碧纱窗下,一灯如豆,柳颇梨还想着白日里的种种风波。

她总觉得崔长月的反应颇有不妥,尤其是她质问那两个侍花奴时目露厉色,与她此前怯弱的样子判若两人。

何况崔长月才入府,那两个奴婢怎会认得她。柳颇梨记得清楚,方才言辞中她只问“我姐姐是如何死的”,并未指名道姓,换做旁人下意识应是错愕,而他们却是惊骇无措,倒像是根本就知道来人是谁。

“柳姐姐,你睡不着么?”

银烟袅袅侵室暖,她闻到一股郁郁的药木之香,回头就见一捧着香炉的人影立在屏风后头,是崔长月。

“见姐姐屋里还点着灯,便过来瞧瞧。”

她二人住的厢房相贯通,一门之隔,门只能从她这边拴上。

望着案前的烛灯,柳颇梨愣了神。她是从何时起惯于点灯的?

兴许是自失去心脏后,不得不披上人的躯壳,有了人的形貌,便会模仿人的习性。

长生鸟,极善夜视。她原无须像人一般日出而作,日落而息。事实上,她的眼睛更适应夜晚。

又或许是因为在暗夜里点灯会让她想起从前,那人在她神龛前供奉莲灯的日子。丹阳长得很像她。

“我,也睡不着。”屏风后的人继续道,声音微弱,有些迟疑。

“在想崔昭容?”

崔长月点点头,“乳香能助安眠,我拿了些来给姐姐。”

“快进来榻上坐,莫着了风寒,明日还得考校呢。”柳颇梨见她踌躇不前,上前拉她的手,“既然都睡不着,不如再练会曲子?”

她二人的厢房最偏僻,距主殿最远,离庖厨最近,因而除了膳房养的几只家禽和不知藏在哪个角落里的暗卫,在夜里排曲不会搅扰任何生灵。

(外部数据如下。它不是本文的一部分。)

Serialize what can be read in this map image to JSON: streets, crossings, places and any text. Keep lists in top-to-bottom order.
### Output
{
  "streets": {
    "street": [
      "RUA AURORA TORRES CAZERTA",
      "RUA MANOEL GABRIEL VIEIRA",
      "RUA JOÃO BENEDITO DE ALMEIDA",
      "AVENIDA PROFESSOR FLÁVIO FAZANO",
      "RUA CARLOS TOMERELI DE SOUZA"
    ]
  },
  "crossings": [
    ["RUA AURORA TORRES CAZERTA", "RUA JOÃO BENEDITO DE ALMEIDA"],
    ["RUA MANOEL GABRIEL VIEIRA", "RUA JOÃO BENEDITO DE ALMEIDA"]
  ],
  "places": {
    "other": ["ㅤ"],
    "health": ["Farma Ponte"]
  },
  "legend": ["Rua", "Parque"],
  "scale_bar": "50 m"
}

拨子在丝弦间跳跃,有如梭子于纬线间上下穿梭。世间万物皆有节律,堂堂作响的不只有琵琶,还有人的心跳。

四弦四隔,一孤柱,合散共二十二声。(1)崔长月吹奏以林钟起调,柳颇梨数着板眼,一应只用六阴律。(2)

崔长月惊异于柳颇梨的琴技进步如此之快,白日二人配合练习时竟无一次如现在这般默契。她逐渐感到飘飘欲仙,似无形中一双大手托着她,百胲六藏都浮在云气中。

灯火映着女郎熟睡的脸庞,熨着她的梦呓。

“阿娘,别不要月儿好不好?”

柳颇梨放下琵琶,替倒在榻上安然入梦的瘦削身躯掖好被角。她的幻术生效了。

窥梦之术,若用阴律弹奏,会让中术之人梦见最恐惧的事物;反之用阳律,则会使其梦见最喜欢或是最想得到的。

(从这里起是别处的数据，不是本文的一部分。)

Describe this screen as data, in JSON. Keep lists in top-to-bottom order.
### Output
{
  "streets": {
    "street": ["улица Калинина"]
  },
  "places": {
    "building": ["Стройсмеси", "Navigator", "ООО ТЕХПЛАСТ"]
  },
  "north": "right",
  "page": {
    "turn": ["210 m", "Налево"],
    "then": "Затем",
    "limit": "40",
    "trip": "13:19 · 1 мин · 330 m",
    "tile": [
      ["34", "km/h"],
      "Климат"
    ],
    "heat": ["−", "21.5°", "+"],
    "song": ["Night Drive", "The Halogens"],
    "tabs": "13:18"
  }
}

原来崔长月最恐惧的是被阿娘抛弃。柳颇梨愈加好奇她的过往,世家贵族之女也会害怕被抛弃么?

可她此时还有更重要的事要做,丹阳还等着她回去。

却说今夜无眠的不独坐部伎的众娘子,她们的考官亦是好梦难成。

音声博士这个职务虽说是不计品阶的流外官,做的事却不少。除了教习乐人之外,他每月还需编写雅乐五章交送太常寺乐正审校。

沈进喜还欠着上个月的乐稿,正点着灯冥思苦想。他有个经年难改之弊病,长久思索无所得就会不自禁地咬笔杆。

而今在公主府,所用麟管杆顶皆镶了玉石。沈进喜没留神,一口咬下去,差点没把臼齿磕崩咯。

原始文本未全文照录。